Somehow they make it out, and as if led by divine intervention she successfully leads them to the bike. Before the four of them clamber on she pokes her finger at Shiro’s chest. “So help me god, do not wake up during any of this.”

He doesn’t so much as stir, so she takes it as a good sign.

Getting Keith’s speeder started is worse than the ATV she took from the equipment shed. The key doesn’t fit quite right in the ignition and she has to fiddle with it to get it to turn over. She also has to throw all of her weight on to the starter while trying her hardest not to flood the engine. The going is sluggish and the bike barely makes it over the dunes with the extra weight. 

Once they get started all she can do is hope that Keith will be finished by the time they circle around, because it’s only a matter of time before more Garrison personnel are sent out to the crash site to intervene.

* * *

He can hardly believe it’s just sitting there on a table in the center of the room under dim fluorescent lighting and little else. But it did take a few minutes for Pidge’s code to patch in and get through. He raises his hand to the box.

His finger is zapped by an invisible trip wire of some kind. Maybe laser, but he can’t be sure. That’s Pidge’s area of expertise.  

Oh, so it wasn’t that easy.

It had to be the stupidest idea he’s ever had. He unsheathes the knife, and stabs it into the table, then reaches for it again. It’s something like he’s seen on the grainy television screens in the Garrison rec room, and no there’s no fucking way this should work, but somehow it does.
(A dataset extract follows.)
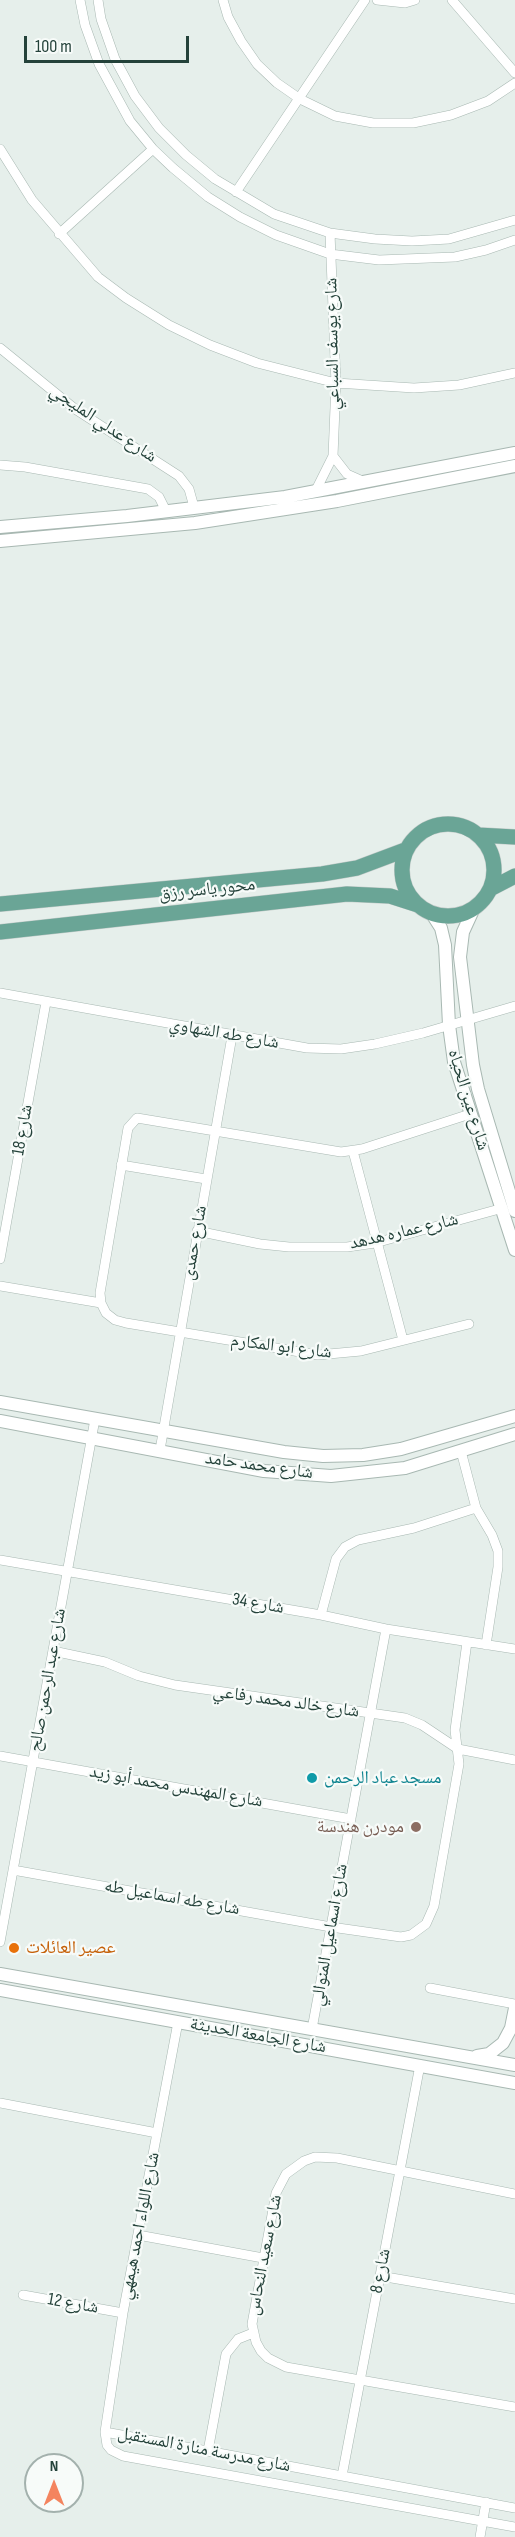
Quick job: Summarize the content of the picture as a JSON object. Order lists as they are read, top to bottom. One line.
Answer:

His hands latch onto the obelisk and he pulls the box forward.

With his hands on either side of the box, he feels energy shoot from his fingers to his toes, and to the very ends of the strands of his hair. It feels like being out in the cave. He stands by his statement, that it felt like getting tased but nicer. It feels like that and more. Not like, a higher intensity of tasing. That would hurt. No, it feels like getting tased in a nice way, plus kissing Pidge, plus kicking the ass of someone who really deserves it, and having Shiro’s arms around him. It’s amazing.

It’s amazing, but it’s not enough. He needs to harness that energy, not just have a taste of it.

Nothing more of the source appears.